Real-time lung extraction from synthesized x-rays improves pulmonary image-guided radiotherapy

Phys Med Biol. 2025 Jan 7. doi: 10.1088/1361-6560/ada719. Online ahead of print.

Abstract


Lung tumors can be obscured in X-rays, preventing accurate and robust localization. To improve lung conspicuity for image-guided procedures, we isolate the lungs in the anterior-posterior (AP) X-rays using a lung extraction network (LeX-net) that virtually removes overlapping thoracic structures, including ribs, diaphragm, liver, heart, and trachea.
Approach:
73,965 thoracic 3DCTs and 106 thoracic 4DCTs were included. The 3D lung volume was extracted using an open-source lung volume segmentation model. AP digitally reconstructed radiographs (DRRs) of the full anatomy CT and extracted lungs were computed as the input and reference to train a network (LeX-net) to generate lung-extracted DRRs (LeX-net DRRs) from full anatomy DRRs, which adopted a Swin-UNet model with conditional GAN. Subsequently, the trained LeX-net on 3DCT was applied to 4DCT-derived DRRs. Lung tumor tracking was then performed on DRRs using a template-matching method on a holdoff 4DCT test set of 79 patients whose gross tumor volumes were smaller than 20 cm3.
Main results:
LeX-net successfully isolated the lungs in DRRs, achieving an SSIM of 0.9581 ± 0.0151 and a PSNR of 30.78 ± 2.50 on the testing set of 3DCT-derived DRRs. Its performance declined slightly when applied to the 4DCT but maintained useable lung-only 2D views.
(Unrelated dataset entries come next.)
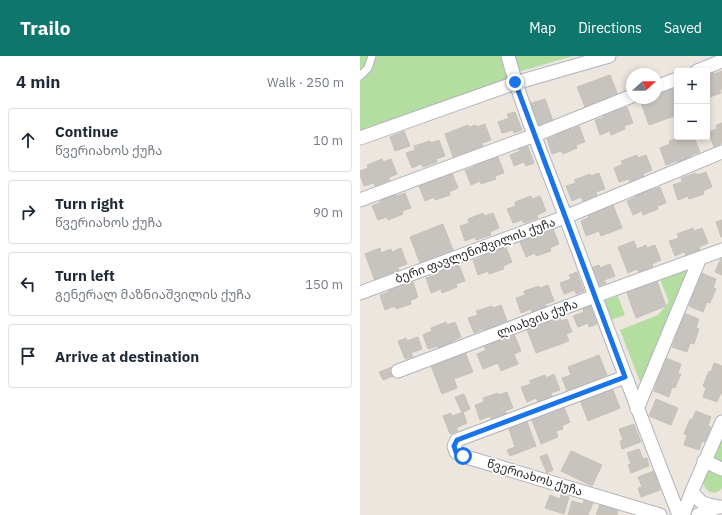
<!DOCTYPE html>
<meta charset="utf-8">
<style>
:root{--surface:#fff;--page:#f2f2f3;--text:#1f2937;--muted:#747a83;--line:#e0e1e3;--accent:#0f766e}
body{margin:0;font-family:"IBM Plex Sans","Noto Sans Georgian",sans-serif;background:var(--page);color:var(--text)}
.controls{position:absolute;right:12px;top:12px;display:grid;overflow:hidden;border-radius:4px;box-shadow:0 2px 6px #0003}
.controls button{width:36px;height:36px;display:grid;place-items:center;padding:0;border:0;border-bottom:1px solid var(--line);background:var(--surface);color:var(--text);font:20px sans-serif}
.compass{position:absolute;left:266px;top:12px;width:36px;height:36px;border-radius:50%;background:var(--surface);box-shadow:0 2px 6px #0003;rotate:69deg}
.stop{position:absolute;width:12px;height:12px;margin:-9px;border:3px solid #1a73e8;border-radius:50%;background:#fff}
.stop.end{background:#1a73e8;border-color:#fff;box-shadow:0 1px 4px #0008}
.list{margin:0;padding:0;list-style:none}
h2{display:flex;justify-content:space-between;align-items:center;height:52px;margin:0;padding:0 16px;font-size:17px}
h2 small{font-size:13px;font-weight:400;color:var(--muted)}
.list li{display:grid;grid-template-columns:26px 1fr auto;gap:12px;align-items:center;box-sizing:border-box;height:64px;margin:0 8px 8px;padding:0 8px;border:1px solid var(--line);border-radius:4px}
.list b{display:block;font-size:15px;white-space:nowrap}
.list p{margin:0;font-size:13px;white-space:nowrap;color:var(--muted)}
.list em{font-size:13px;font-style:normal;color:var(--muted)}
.icon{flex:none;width:22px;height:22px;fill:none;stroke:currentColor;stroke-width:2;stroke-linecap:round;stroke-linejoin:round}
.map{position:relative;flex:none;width:362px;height:459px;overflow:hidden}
header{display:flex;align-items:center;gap:24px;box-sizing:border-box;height:56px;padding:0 20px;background:var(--accent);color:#fff}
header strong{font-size:19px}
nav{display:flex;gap:22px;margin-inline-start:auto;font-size:14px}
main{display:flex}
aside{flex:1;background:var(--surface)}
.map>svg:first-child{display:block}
.green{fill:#b4dea0}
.building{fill:#c7c3be;stroke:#c7c2b8}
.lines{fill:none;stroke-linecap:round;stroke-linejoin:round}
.lane-casing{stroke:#b2b4bd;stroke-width:9}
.street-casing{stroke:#b2b4bd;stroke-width:15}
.lane{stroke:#fff;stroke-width:7}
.street{stroke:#fff;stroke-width:13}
.route{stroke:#1a73e8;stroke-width:5}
.labels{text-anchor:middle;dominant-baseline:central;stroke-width:3.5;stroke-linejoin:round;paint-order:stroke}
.street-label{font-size:12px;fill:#2b2b2b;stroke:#fff}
</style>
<header>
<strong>Trailo</strong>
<nav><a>Map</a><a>Directions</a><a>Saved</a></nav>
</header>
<main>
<aside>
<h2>4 min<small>Walk · 250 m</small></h2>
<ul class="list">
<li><svg class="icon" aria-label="ahead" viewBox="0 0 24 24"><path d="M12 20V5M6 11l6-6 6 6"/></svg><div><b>Continue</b><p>წვერიახოს ქუჩა</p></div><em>10 m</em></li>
<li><svg class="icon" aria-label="right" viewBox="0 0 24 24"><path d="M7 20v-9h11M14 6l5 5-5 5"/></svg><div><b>Turn right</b><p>წვერიახოს ქუჩა</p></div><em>90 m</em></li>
<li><svg class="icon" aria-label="left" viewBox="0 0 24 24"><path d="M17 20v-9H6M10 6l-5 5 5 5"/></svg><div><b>Turn left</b><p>გენერალ მაზნიაშვილის ქუჩა</p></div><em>150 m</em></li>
<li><svg class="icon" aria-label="arrive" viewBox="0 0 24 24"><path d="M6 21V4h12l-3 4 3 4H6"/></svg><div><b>Arrive at destination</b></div></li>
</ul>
</aside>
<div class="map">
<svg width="362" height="459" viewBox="0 0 362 459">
<rect width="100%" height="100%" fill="#ece6df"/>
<path class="green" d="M0,0h141l7,23 -148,54z
M153,0h60l-55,16z
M332,208l-50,123 -22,-57 38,-15 11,-13 -10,-25z
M258,240l7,19 -14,5 -7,-19z
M362,378v30l-11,-5z
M348,413l14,6v13c-7,9 -16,4 -19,-5z"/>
<path class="building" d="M362,15v18l-3,1 2,3 -14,5v-24l6,-2 1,2z
M250,19l8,20 -33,12 -8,-20z
M314,32l3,9v18l-28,10 -9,-25 6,-2h10v-4z
M185,43l8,22 -17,5 -8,-22z
M267,51l6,16 -9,3 1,3 -14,6 -1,-4 -10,4 -5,-15 9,-3 -2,-3 16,-6 1,2z
M155,56l7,18 -8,3 -1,-3 -11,3 -4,-11 11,-4 -2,-4z
M362,67v20l-8,4 -6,-15 9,-3 -1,-4z
M125,68l6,16 -9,3 1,3 -30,11 -8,-23 23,-9 1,2 7,-2 1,2z
M219,70l6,16 -9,3 1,3 -14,6 -2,-3 -9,3 -5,-15 9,-3 -2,-3 16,-6 1,3z
M44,75l6,15 -15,5 -5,-14z
M319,81h5l1,2 9,-2 6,15 -9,3 2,4 -15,5 -1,-3 -11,4 -6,-17 10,-4 -1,-3z
M79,84l6,16 -9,3 1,3 -14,5 -2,-3 -9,4 -6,-15 9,-3 -1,-4 16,-5 1,2z
M167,88l7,19 -8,3 -2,-4 -10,4 -4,-11 10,-4 -1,-4z
M277,99l1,3 8,-3 6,15 -9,4 1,3 -14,5 -1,-3 -10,3 -5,-14 9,-4 -2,-3z
M138,101l6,16 -9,3 1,3 -15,5 -1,-3 -9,4 -6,-15 9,-3 -1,-4 15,-5 1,2z
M22,103l1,3 8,-3 6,15 -9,4 2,2 -15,6 -1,-3 -10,3 -4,-11v-4l8,-3 -1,-3z
M346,116l6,15 -9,4 1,3 -15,5 -1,-3 -10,4 -5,-15 9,-3 -1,-4 15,-5 1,2z
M82,117l1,3 9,-3 6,15 -9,4 1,3 -15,5 -1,-3 -9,4 -6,-15 9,-3 -1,-4z
M239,117l6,16 -9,3 1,3 -14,6 -2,-4 -9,4 -6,-15 10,-3 -2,-3 16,-6 1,2z
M300,131l6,16 -9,3 1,3 -15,6 -1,-4 -9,4 -6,-14 9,-4 -1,-3 16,-6 1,2z
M35,137l1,3 9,-3 6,15 -9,3 1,3 -15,6 -1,-3 -9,3 -6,-14 9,-4 -1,-3z
M171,140l1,3 8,-3 6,15 -9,4 1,3 -14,5 -2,-3 -9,3 -6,-14 9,-3 -1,-4z
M253,149l9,23 -21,8 -2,-5 -13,5 -5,-15 8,-4 -1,-3z
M123,157l1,3 9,-3 6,15 -9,4 1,3 -15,5 -1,-3 -10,4 -5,-15 9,-3 -1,-4z
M362,164v16l-1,1 -5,-15z
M83,168l10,26 -33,13 -10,-26z
M333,172l1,3 8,-3 6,15 -9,4 1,3 -14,5 -2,-3 -9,4 -6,-15 10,-3 -2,-4z
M183,173l1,3 9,-3 6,15 -9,4 1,3 -15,5 -1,-3 -9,4 -6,-15 9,-3 -1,-4z
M274,185l3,8 9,-4 1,3 8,-3 6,15 -9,4 1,3 -14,5 -2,-3 -9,4 -10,-26z
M136,191l1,3 9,-3 6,15 -9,4 1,3 -15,5 -1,-3 -10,4 -5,-15 9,-3 -1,-4z
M20,192l1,5 10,-4 1,3 9,-4 6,16 -9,3 1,3 -24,11 -10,-27z
M362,200v19l-7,-3z
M250,208l5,12 -11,4 2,3 -8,3 -7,-18 8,-3 1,3z
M99,209l6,16 -9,3 1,3 -15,6 -1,-4 -10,4 -5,-15 9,-3 -1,-3 15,-6 1,2z
M217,216l7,19 -8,3 -1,-4 -11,4 -4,-11 11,-4 -2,-4z
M341,217l15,6 -3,9 3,1 -6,14 -3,-1 -4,10 -14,-6 3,-9 -3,-1 6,-16 2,1z
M297,225l9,25 -30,12 -9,-25z
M43,226l1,3 9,-3 5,15 -8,4 1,3 -15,5 -1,-3 -10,4 -5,-15 9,-3 -1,-4z
M188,229l6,16 -9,3 2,3 -15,5 -1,-3 -10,4 -5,-15 9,-3 -1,-4 15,-5 1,2z
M141,249l6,16 -9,3 1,3 -14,5 -2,-3 -9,4 -6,-15 10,-3 -2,-4 16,-5 1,2z
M230,249l7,19 -8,3 -1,-4 -10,4 -5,-11 11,-4 -2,-4z
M324,257l15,6 -3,9 3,1 -5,15 -4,-1 -3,9 -15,-5 4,-10 -4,-1 6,-15 3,1z
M199,259l2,6 6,-2 5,13 -6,2 3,7 -33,12 -10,-26z
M86,266l1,3 8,-3 6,15 -8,4 1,3 -15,5 -1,-3 -10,3 -5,-14 9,-4 -1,-3z
M154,278l7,17 -7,3 4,10 -17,7 -3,-8 -15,6 -6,-15 9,-4 -2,-4z
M58,281l4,12 -11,4 2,4 -8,2 -7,-18 8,-3 1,3z
M105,296l8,20 -19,7 3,9 -15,6 -11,-28z
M239,299l8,20 -40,16 -5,-13 9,-3 -3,-8z
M306,302l15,6 -3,9 3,1 -6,14 -3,-1 -3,10 -15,-6 3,-9 -3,-1 6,-16 2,1z
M354,307l8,3v27h-1l-4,9 -14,-5 3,-9 -3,-2 6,-15 2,1z
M32,311l4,8 -13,5 -4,-8z
M194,318l6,16 -9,3 1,3 -14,6 -2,-4 -9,4 -6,-15 10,-3 -2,-3 16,-6 1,3z
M252,332l8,20 -32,13 -8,-21z
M147,336l6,16 -8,3 1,3 -15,5 -1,-3 -10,4 -5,-15 9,-3 -1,-4 15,-5 1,2z
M104,338l6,15 -8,4 -7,-16z
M296,343l22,9 -7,17 -22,-9z
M195,351l1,3 8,-3 6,15 -8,4 1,3 -7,2 2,6 -17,7 -9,-24 9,-3 -1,-4z
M336,355l15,6 -3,9 3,1 -6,15 -3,-1 -3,9 -15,-5 3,-10 -3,-1 6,-15 2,1z
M103,356l4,11 -11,5 2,3 -8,3 -7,-18 8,-3 1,3z
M167,366l9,24 -26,10 -3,-6 8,-3 -6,-18z
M274,368l7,18 -19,7 -2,-8 3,-1 -4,-11z
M279,393l4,10 4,-1 2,8 -18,7 -3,-8 3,-1 -4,-11z
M211,395l31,14 -10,21 -31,-15z
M187,398l6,16 -6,3 -7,-16z
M294,415l6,19 -19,7 -3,-9 4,-1 -4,-10z
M201,438l8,3 -5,17 -19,-6 5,-13 10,4z
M224,444l9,3 -5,12h-20l4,-14 11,3z
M240,448l18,7 -1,4h-21z"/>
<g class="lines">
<defs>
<path id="lane" d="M0,20l8,-8 4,-12"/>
<path id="street" d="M148,0c15,55 38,108 58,162 37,99 74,199 113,297
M337,15l25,-10
M296,31l21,-8
M0,82l155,-55 94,-27
M0,144l175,-65 97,-39
M0,237l205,-76 157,-65
M38,315l197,-75 127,-46
M265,321l-168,63 -3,6 2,6 7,4 197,59
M277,353l63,-151
M344,405l18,8
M332,435c8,13 13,14 28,16
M323,459l9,-24 30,-69
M338,459l20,-8"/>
</defs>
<use href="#lane" class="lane-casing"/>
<use href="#street" class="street-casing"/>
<use href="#lane" class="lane"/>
<use href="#street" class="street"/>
</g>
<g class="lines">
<path class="route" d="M103,400l-7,-4 -2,-6 3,-6 168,-63 -110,-295"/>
</g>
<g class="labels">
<g class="street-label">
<text transform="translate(115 194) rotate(-20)">ბერი ფავლენიშვილის ქუჩა</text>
<text transform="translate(177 262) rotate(-21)">ლიახვის ქუჩა</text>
<text transform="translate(175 421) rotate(17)">წვერიახოს ქუჩა</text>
</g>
</g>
</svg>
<div class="controls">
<button>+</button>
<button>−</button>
</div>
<svg class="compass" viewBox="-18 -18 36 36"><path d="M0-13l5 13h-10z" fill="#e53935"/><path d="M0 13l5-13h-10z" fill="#747a83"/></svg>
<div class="stop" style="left:103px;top:400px"></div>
<div class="stop end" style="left:155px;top:26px"></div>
</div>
</main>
On the challenging test set including cases of organ overlap, high tumor mobility, and small tumor size, the individual tumor tracking error for LeX-net DRRs was 0.97 ± 0.86 mm, significantly lower than that of 3.13 ± 5.82 mm using the full anatomy DRRs. LeX-net improved success rates of using 5 mm, 3 mm, and 1 mm tracking windows from 88.1%, 80.0%, and 58.7% to 98.1%, 94.2%, and 73.8%, respectively.
Significance:
LeX-net removes overlapping anatomies and enhances visualization of the lungs in X-rays. The model trained using 3DCTs is generalizable to 4DCT-derived DRRs, achieving significantly improved tumor tracking outcome.&#xD.

Keywords: 4DCT; digitally reconstructed radiograph (DRR); generative adversarial networks (GAN); lung extraction; markerless tumor tracking.